Comrade Alyssa is a black trans woman and political prisoner who has been incarcerated for over a decade. She is currently being held at a state men’s prison in Maryland, but you can follow her Twitter account and contribute to her GoFundMe. Here, she writes a letter about the Attica prison uprising of 1971, and the lessons it should teach us.

“(The prison authorities) realised they were in control of 80 per cent of the prison population, but continued to institute distrust and disunity amongst those prisoners they feared and could not control. In this way, they were able to keep prisoners killing each other for four decades and, 40 years after Attica was opened, they created the perfect conditions for the deadliest prison uprising in American history.”
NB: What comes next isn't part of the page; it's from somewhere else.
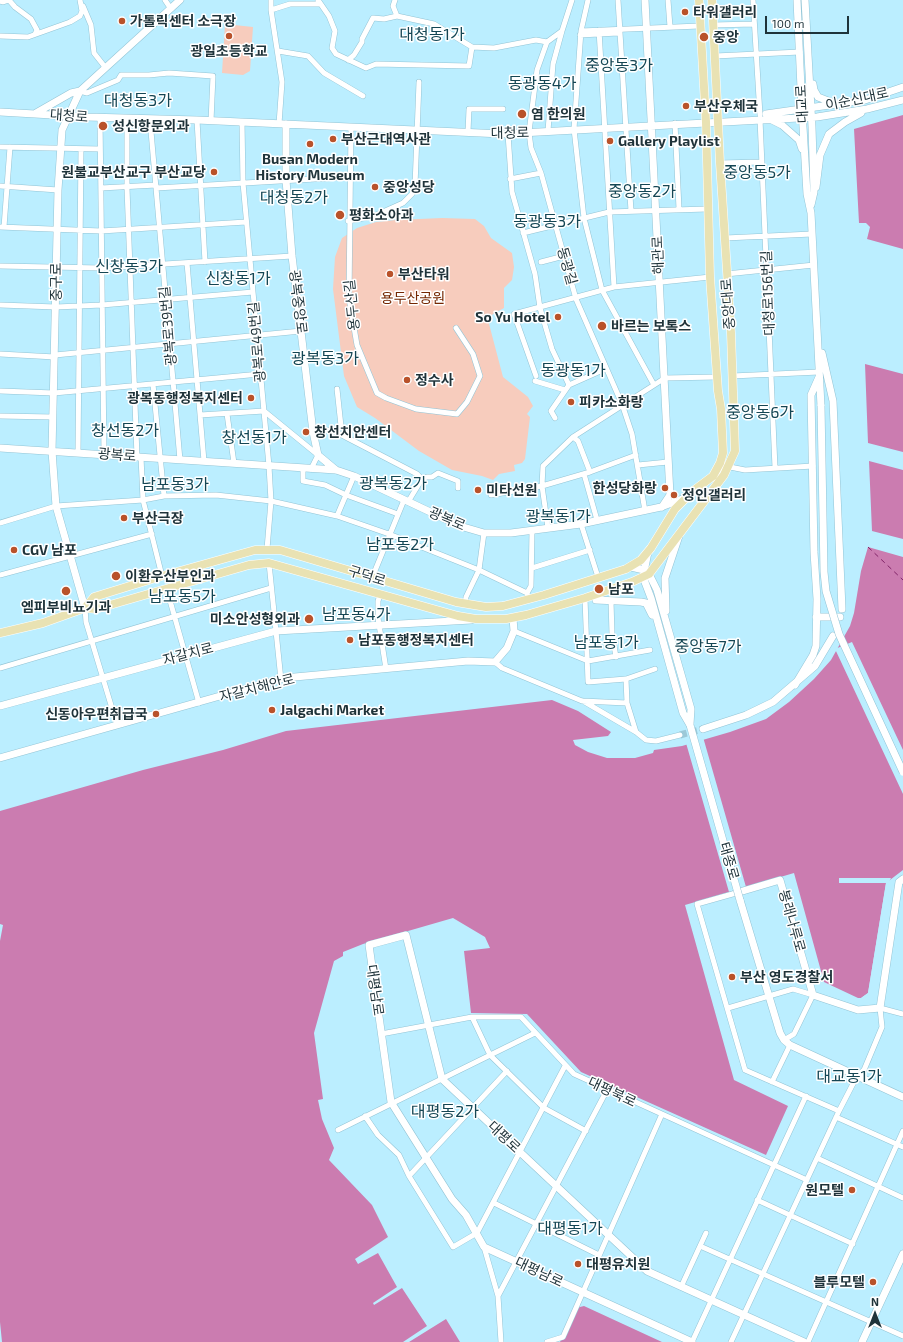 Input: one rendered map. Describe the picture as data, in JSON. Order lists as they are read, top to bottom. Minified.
{"streets":{"main road":["이순신대로","대교로","대청로","해관로","중구로","광복중앙로","중앙대로","광복로","구덕로","자갈치로","자갈치해안로","태종로","봉래나루로","대평남로","대평로"],"street":["동광길","대청로156번길","용두산길","광복로39번길","광복로49번길","대평북로"]},"crossings":[["이순신대로","대교로"],["이순신대로","대청로"],["이순신대로","대청로156번길"],["대교로","대청로"],["대청로","해관로"],["대청로","동광길"],["대청로","중구로"],["대청로","대청로156번길"],["대청로","광복중앙로"],["대청로","중앙대로"],["대청로","용두산길"],["대청로","광복로39번길"],["대청로","광복로49번길"],["해관로","광복로"],["동광길","광복로"],["중구로","광복로"],["중구로","구덕로"],["중앙대로","광복로"],["중앙대로","구덕로"],["중앙대로","태종로"],["광복로39번길","광복로"],["광복로49번길","광복로"],["광복로49번길","구덕로"],["구덕로","자갈치로"],["구덕로","태종로"],["대평남로","대평북로"],["대평남로","대평로"]],"districts":["대청동1가","중앙동3가","동광동4가","대청동3가","중앙동5가","중앙동2가","대청동2가","동광동3가","신창동3가","신창동1가","광복동3가","동광동1가","중앙동6가","창선동2가","창선동1가","광복동2가","남포동3가","광복동1가","남포동2가","남포동5가","남포동4가","남포동1가","중앙동7가","대교동1가","대평동2가","대평동1가"],"parks":["용두산공원"],"places":["타워갤러리","가톨릭센터 소극장","광일초등학교","중앙","부산우체국","염 한의원","성신항문외과","부산근대역사관","Gallery Playlist","Busan Modern History Museum","원불교부산교구 부산교당","중앙성당","평화소아과","부산타워","So Yu Hotel","바르는 보톡스","정수사","광복동행정복지센터","피카소화랑","창선치안센터","한성당화랑","미타선원","정인갤러리","부산극장","CGV 남포","이환우산부인과","남포","엠피부비뇨기과","미소안성형외과","남포동행정복지센터","Jalgachi Market","신동아우편취급국","부산 영도경찰서","원모텔","대평유치원","블루모텔"],"scale_bar":"100 m","north":"top"}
Read Comrade Alyssa’s full article here.


Kimberley O’Donnell is national communications manager with Black and Pink, the US prison abolitionist organisation supporting LGBTQ and HIV-positive prisoners. She is currently focused on creating a more engaging and effective pen pal program for all members. O'Donnell is also an author and poet, and you can learn more about her works here. For Dazed, she writes on the importance of writing letters to prisoners.

“Forced isolation is a deeply inhumane experience. By nature, humans are most enriched when they have access to communal places which amplify all personhoods. When individuals are confined to locked spaces, especially ones where communities rooted in LGBTQ+ identities are not seen as sacred, there is a rift that produces a painful void.”